Rose's path to the Hall of Fame has thus been blocked for 24 years. Yet here we are, 24 years later, still discussing Pete Rose's chances to get elected to the Hall of Fame.
Do we still care? Has Rose paid his penance? Should we make him suffer a Walk of Shame so we can throw rotten fruit at him and call him names? Should commissioner Rob Manfred reinstate Rose, still a beloved figure in Cincinnati and to many who watched him play? Should the sport toss aside the agreement Rose signed with then-commissioner Bart Giamatti in 1989, dismiss that Rose committed the most unforgivable sin in the game and allow him back in good graces? Is it time to put down our stones?
On Monday, documents obtained by Outside the Lines indicate Rose bet on baseball while still an active player. Rose, after denying he bet on baseball for 15 years, finally admitted in 2004 that he bet on the game, but only as a manager. This was, Rose hoped, his path to redemption: honesty, forgiveness, Hall of Fame.
The new documents, however, suggest that Rose was not completely forthcoming in 2004. In 1986, he was player-manager of the Reds, finishing up his final season in the majors and in his second full season as manager. Maybe it's a matter of semantics -- Rose could claim he meant only years he managed (even if that meant years he was also a player) -- but that seems to be giving Rose a big benefit of the doubt. Rose very well knows Rule 21 (d), a rule long posted in every major league clubhouse:
BETTING ON BALL GAMES. Any player, umpire, or club official or employee, who shall bet any sum whatsoever upon any baseball game in connection with which the bettor has no duty to perform shall be declared ineligible for one year.
Any player, umpire, or club or league official or employee, who shall bet any sum whatsoever upon any baseball game in connection with which the bettor has a duty to perform shall be declared permanently ineligible.

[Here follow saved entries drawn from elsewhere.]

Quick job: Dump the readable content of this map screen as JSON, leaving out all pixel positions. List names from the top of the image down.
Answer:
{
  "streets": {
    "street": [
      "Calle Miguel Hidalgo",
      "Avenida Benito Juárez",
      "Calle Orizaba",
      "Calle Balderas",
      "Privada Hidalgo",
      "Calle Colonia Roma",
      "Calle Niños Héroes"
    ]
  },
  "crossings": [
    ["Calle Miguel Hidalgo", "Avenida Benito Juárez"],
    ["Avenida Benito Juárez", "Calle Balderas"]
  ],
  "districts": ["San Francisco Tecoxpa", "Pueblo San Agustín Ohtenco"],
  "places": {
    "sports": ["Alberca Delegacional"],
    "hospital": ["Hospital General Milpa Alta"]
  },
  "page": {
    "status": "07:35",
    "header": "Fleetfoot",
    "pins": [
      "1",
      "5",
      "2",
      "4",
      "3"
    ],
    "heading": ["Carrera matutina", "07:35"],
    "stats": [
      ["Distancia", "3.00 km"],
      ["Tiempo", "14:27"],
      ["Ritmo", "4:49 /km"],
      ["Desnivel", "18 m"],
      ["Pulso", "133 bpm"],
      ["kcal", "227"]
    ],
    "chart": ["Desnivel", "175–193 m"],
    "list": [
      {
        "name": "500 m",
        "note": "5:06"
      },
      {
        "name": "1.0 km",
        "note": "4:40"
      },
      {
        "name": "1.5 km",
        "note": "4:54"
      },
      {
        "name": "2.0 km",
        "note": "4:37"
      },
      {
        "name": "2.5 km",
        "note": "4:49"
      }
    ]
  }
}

Rose bet on baseball games (Reds games and others) while managing. He bet on baseball games while playing. If Manfred ever were going to consider Rose's reinstatement -- and given Manfred's clear independence from former commissioner Bud Selig, that had to be viewed as a strong possibility -- it depended on forgiveness. Well, it's going to be a lot harder to forgive Rose now.
This year, Rose once again applied for reinstatement. It is, probably, his final chance. A new commissioner who already has distanced himself from Selig; fewer old-time Hall of Famers like Bob Feller still alive, Hall of Famers who wanted Rose nowhere near Cooperstown and let the Hall of Fame board know that; a potentially sympathetic Veterans Committee (where a reinstated Rose would likely be voted on); and, importantly, the simple passage of time.
But this new news brings the ugly past back into light, a reminder that Rose's off-the-field persona was much different from the gritty Charlie Hustle fans admired. He gambled on baseball (and everything else, it seems), he evaded taxes, he hung out with sleazy drug and steroid dealers who placed bets for him. For better -- and worse -- Rose was a man of excess.
Some argue that all that matters is what Rose did on the field -- all those hits, all that success, all that dirt on his uniform. Nobody loved the game more than Pete, right?
Maybe not. But he apparently loved gambling more.
Pete Rose is 74 years old. He had Hall of Fame numbers. But he's not getting in.